**EXERCISE OBJECTIVE**
Determine how many lines in the listing hold "marker" and give only that number.

*** EXCERPTED DATA Section Begins ***

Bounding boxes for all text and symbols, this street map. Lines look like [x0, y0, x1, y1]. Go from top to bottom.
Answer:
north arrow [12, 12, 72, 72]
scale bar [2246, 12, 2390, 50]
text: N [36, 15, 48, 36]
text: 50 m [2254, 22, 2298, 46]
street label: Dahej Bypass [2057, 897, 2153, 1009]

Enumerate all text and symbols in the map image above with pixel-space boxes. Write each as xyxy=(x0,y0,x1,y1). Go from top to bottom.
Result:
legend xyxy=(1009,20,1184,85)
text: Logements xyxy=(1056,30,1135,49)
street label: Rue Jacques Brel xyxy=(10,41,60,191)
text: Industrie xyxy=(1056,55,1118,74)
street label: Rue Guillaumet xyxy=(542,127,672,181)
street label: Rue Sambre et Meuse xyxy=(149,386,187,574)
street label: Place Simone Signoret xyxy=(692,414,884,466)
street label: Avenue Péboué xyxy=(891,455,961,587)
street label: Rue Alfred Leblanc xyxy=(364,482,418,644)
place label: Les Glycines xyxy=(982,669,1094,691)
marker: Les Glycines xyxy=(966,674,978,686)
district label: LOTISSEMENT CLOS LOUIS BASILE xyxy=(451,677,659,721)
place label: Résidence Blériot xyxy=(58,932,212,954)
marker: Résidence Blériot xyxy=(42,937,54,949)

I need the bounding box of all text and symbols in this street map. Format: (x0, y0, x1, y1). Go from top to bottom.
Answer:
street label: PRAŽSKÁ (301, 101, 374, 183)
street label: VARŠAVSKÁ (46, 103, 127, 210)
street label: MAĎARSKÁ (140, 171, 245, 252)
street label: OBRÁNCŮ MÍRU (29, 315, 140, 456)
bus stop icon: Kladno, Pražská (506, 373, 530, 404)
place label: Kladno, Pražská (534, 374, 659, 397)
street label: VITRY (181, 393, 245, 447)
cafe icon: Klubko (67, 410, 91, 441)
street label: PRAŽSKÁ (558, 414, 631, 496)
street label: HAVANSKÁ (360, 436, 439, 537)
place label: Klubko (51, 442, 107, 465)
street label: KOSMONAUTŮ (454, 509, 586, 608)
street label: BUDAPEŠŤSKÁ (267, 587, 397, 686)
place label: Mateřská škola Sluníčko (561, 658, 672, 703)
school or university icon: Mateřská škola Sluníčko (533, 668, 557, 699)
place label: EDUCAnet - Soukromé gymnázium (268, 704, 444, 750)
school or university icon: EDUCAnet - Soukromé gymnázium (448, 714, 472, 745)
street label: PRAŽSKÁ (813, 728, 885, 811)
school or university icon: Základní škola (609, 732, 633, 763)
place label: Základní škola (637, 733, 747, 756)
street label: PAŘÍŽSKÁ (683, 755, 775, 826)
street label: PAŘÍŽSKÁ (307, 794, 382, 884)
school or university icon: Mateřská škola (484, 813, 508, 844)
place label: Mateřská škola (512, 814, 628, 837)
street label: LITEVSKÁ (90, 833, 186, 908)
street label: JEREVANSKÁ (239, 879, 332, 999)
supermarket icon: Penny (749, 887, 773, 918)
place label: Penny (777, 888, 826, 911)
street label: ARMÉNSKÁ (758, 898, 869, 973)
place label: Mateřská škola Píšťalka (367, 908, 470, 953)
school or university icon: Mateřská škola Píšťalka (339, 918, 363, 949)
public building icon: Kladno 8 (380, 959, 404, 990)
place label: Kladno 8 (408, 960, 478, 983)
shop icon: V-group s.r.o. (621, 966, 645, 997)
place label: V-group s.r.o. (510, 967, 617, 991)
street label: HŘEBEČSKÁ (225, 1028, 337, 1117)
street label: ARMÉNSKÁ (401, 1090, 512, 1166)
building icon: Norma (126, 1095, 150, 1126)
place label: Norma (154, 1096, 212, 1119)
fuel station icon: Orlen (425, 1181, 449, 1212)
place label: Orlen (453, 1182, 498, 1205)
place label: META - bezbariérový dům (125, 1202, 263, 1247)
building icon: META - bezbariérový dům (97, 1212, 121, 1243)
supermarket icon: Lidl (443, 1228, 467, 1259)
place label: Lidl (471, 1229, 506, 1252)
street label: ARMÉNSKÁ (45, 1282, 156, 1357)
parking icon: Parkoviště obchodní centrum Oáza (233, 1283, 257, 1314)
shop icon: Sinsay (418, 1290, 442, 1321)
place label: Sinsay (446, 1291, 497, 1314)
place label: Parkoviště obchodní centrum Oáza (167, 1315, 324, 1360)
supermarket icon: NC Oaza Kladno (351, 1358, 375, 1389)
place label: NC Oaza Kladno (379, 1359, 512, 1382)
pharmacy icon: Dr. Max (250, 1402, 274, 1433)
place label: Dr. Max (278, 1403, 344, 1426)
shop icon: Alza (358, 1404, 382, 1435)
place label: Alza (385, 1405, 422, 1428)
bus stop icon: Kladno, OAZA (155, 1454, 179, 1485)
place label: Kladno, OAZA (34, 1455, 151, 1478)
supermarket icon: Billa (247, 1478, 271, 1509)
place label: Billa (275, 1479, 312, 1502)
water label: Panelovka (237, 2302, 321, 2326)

*** EXCERPTED DATA Section Ends ***

**ANSWER BOX**
2